Some of the earliest automations in Pro/ENGINEER involved mapkeys and trail files. Pro/INTRALINK 3.2 introduced a functionality called UI Scripting. Like Pro/ENGINEER trail files, UI Scripting was created to help debug Pro/INTRALINK. A user’s picks can be recorded and sent to PTC along with the customer’s database. PTC uses the UI Script file and database to reproduce the customer’s issue.

PTC also developed UI Scripting to behave like mapkeys. Users can play back recorded scripts just like mapkeys. These UI Scripts can even be added as dropdown menus to the Pro/INTRALINK user interface. The dual nature of UI Scripting makes it quite a bit more useful than Pro/ENGINEER trail files or mapkeys. All this functionality is supported by PTC Technical Support.

But there is one aspect of UI Scripting that makes it particularly powerful. UI Scripts are written in Java, which means they can be manually edited to take advantage of any Java function. While PTC Technical Support does not support editing of UI Scripts, a little thing like “unsupported” has seldom deterred Pro/ENGINEER users from taking full advantage of the available tools to automate products and processes.

Using UI Scripting in conjunction with Java functionality opens up a wide world of possibilities. The areas of interest include, but aren’t limited to, user, installation, and administrative tasks. Can you think of some Pro/INTRALINK processes you would want to automate?

If you’re worried because you don’t know Java, don’t be. For this foray into UI Scripting, the only prerequisite is a good working knowledge of Pro/INTRALINK.

Let’s walk through the process of recording and playing back a UI Script. We will use a script to open the COMMONSPACE and select the Root Folder. Finally, we will select every object in this folder. Your database won’t look like mine and production databases should never contain any objects in the Root Folder. Just choose a sub-folder that contains Pro/ENGINEER files.

1. After logging into Pro/INTRALINK, open the Scripting UI using [ctrl] + [s].

2. Switch to the Recording tab and enter a name for the Java script file to be recorded. Make sure that “Use Key Recording?” box is checked.

3. Click “Start” and record your picks within the Pro/INTRALINK UI.

4. Open a COMMONSPACE window and select your folder.

5. Now pick one object in the displayed list and use [ctrl] + [a] to select all displayed objects.

6. When finished, click “Stop”. When you record a script, it automatically

- saves the “.java” file to <.proi directory>\ .data\user.data\source directory

- compiles the script file and places the new .class file in <.proidirectory>\.data\user.data\lib (i.e.. it reads the .java file and makes a .class file).

- Switches to the Playback tab. Make sure “Use Watch Window?” is checked so you can watch each line execute for debugging purposes.

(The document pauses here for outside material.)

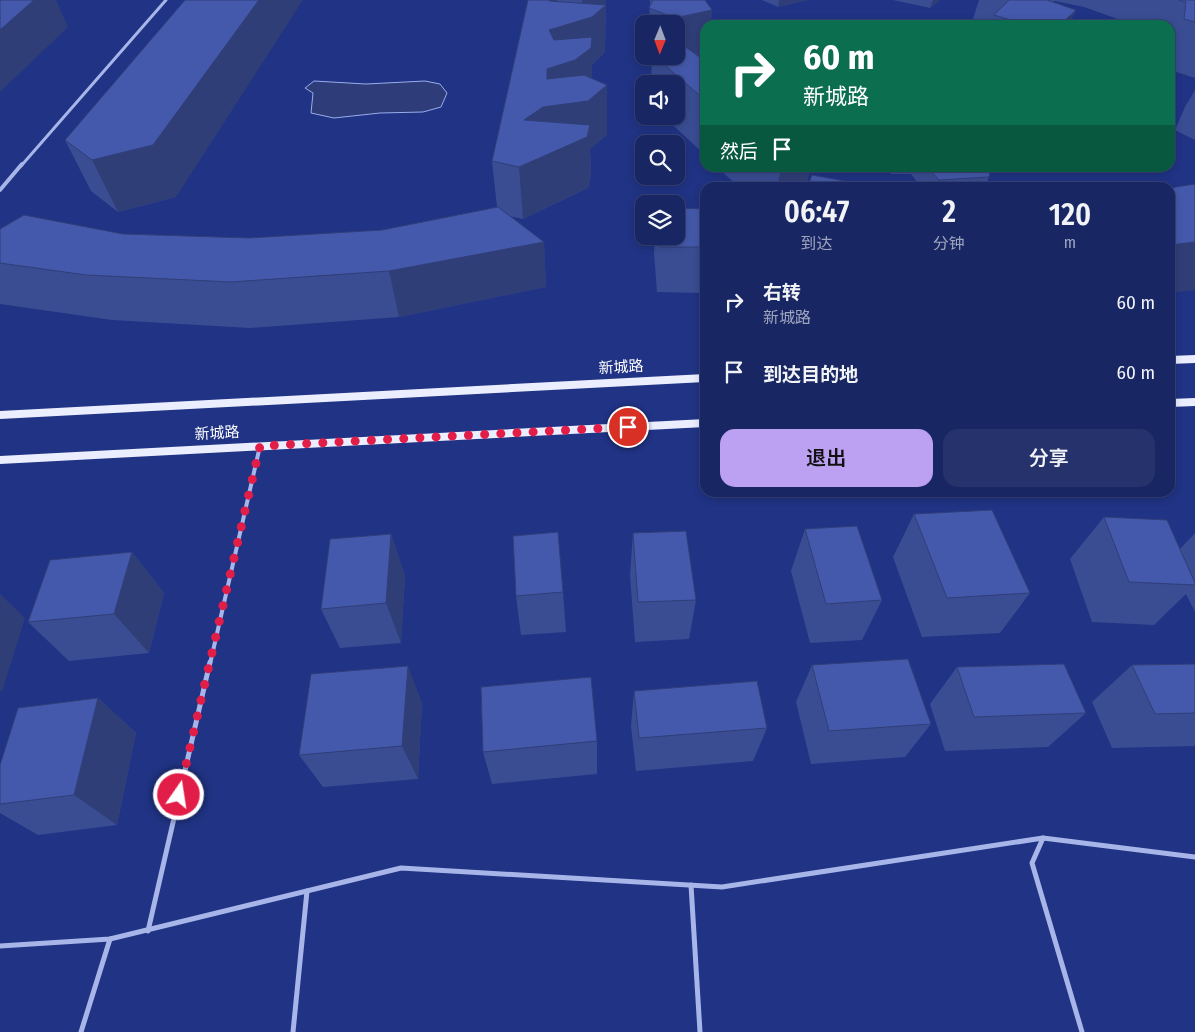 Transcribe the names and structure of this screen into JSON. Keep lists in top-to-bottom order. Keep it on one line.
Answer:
{"streets":{"main road":["新城路"]},"north":"bottom","page":{"turn":["60 m","新城路"],"then":"然后","eta":["06:47","到达","2","分钟","120","m"],"list":[{"name":"右转","note":"新城路","value":"60 m"},{"name":"到达目的地","value":"60 m"}],"buttons":["退出","分享"]}}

7. Click “Playback” and the Scripting UI will switch to the Watch tab. The commands are described in the table below.

Watch Window Buttons

Button Description

Step Executes one command.

Run Executes all commands.

Pause Temporarily stops a running script.

Abort Cancels a script even if it is paused or stepping.

The status icons are described in the table below.

Watch Window Status Icons

Button Description

= the current command

not executed yet

executed successfully

failed execution

currently executing

8. Step through the program. After selecting Step twice, my Watch tab looks like this:

We only made three selections, so why are there four lines? Sometimes Pro/INTRALINK executes more than one command when we click a button. By setting the folder, the software automatically filtered the display to show only the latest versions. PIV stands for product instance version. Every line displayed in the COMMONSPACE table is a PIV.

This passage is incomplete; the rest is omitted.